The reasons for scheduled cesareans can include:

  • Baby in breech position. Though some physicians will allow women to deliver breech babies vaginally, the rate is low, especially for first-time mothers. A subsequent baby is unlikely to also be breech.
  • Placenta previa. The placenta blocks the cervix and is at risk of detaching before the baby is born; this condition is unlikely to repeat itself in a subsequent pregnancy.
  • Cephalopelvic disproportion. Baby's head is too large for the mother's pelvis. This is considered a controversial reason for C-section, because the proportion is difficult to measure and because small pelvises do often accommodate large babies during labor.
  • Fetal or maternal illness. This could make labor risky for mother and/or child.
  • Previous cesarean. The mother has delivered a previous child via C-section.

Reasons for unplanned or emergency cesareans include:

  • Labor that "fails to progress" (dystocia). Fetus is in distress despite prolonged active labor, or labor doesn't progress normally. This, too is controversial because fetal monitors can be misread and because "normal" is subjective.
  • Fetal distress
  • Infection in the mother

ACOG\s take on candidates for VBAC

Here's who ACOG thinks should try VBAC:

  • Most women who have had one or two cesareans with a low-transverse uterine incision, commonly referred to as the "bikini" incision. This incision allows muscle tissue to knit a scar that is much stronger than the older types of incisions, but it generally takes more time to perform, so physicians aren't always able to use this method in emergency situations.
  • Women with a pelvis large enough to accommodate the baby.
  • Women without any other uterine scars or ruptures, whether from previous cesareans or other surgeries.

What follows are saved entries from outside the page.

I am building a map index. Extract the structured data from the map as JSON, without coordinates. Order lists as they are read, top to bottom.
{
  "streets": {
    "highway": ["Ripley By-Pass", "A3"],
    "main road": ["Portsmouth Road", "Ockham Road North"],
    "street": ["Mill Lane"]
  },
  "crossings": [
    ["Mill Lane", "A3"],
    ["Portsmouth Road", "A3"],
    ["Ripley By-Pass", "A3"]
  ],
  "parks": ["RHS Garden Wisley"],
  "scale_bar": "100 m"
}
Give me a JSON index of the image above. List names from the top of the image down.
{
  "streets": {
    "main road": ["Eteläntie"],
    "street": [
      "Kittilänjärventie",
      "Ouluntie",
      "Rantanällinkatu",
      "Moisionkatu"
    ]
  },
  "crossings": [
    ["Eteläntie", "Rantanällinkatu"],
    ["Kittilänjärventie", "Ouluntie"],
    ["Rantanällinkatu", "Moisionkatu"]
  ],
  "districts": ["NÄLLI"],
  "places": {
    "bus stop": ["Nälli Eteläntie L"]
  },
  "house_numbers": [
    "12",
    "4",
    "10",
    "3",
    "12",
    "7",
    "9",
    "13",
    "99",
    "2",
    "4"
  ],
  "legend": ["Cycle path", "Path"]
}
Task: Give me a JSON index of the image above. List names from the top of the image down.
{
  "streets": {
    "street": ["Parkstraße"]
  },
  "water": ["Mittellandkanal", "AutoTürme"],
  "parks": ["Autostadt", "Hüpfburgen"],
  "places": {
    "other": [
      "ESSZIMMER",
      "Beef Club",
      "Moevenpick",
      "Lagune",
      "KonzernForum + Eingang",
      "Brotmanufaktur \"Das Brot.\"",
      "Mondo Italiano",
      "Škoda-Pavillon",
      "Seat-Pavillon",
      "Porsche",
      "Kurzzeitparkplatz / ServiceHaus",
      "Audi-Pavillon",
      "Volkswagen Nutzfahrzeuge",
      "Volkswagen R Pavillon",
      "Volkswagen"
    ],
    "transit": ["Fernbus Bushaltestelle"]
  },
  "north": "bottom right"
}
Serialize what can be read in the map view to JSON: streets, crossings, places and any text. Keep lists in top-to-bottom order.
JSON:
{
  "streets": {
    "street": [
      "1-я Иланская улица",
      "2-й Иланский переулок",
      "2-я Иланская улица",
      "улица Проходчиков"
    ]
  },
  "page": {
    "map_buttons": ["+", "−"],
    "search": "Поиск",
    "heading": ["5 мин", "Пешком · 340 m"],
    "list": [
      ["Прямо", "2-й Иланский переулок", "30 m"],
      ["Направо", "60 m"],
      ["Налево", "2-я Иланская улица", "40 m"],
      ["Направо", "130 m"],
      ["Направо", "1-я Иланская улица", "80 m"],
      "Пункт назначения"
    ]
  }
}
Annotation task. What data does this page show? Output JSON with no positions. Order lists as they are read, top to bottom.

ACOG also stipulates that whenever a woman is planning VBAC, a medical team should be on hand in case an emergency C-section is necessary. In some health care settings such as in some smaller hospitals or birth centers the lack of such a team would rule out any trial of labor for a VBAC.

A personal decision

A large part of the decision is up to the woman, and that means she must be well informed about VBAC.

"One thing today is patient choice. I think it's been misconstrued in recent years," says Bruce L. Flamm, MD, research chairman and professor of obstetrics at the University of California at Irvine and author of Birth After Cesarean: The Medical Facts. "The situation is going to be different for every woman. It depends very much on the woman and on her situation. The key thing is counseling."

As part of a California task force working to lower the cesarean rate, Dr. Flamm has worked hard to make sure women and physicians understand the risks of cesarean surgery. He strongly believes that the cesarean rate is too high. Still, he believes that an informed woman who chooses to have a repeat cesarean should absolutely have that option.

"VBAC is not risk-free, but women should also understand that elective repeat cesarean is not risk-free either," Dr. Flamm cautions. "The key issue is choice. Once she has all the information she needs, a woman should feel good about her choice. And she should be supported in what she wants."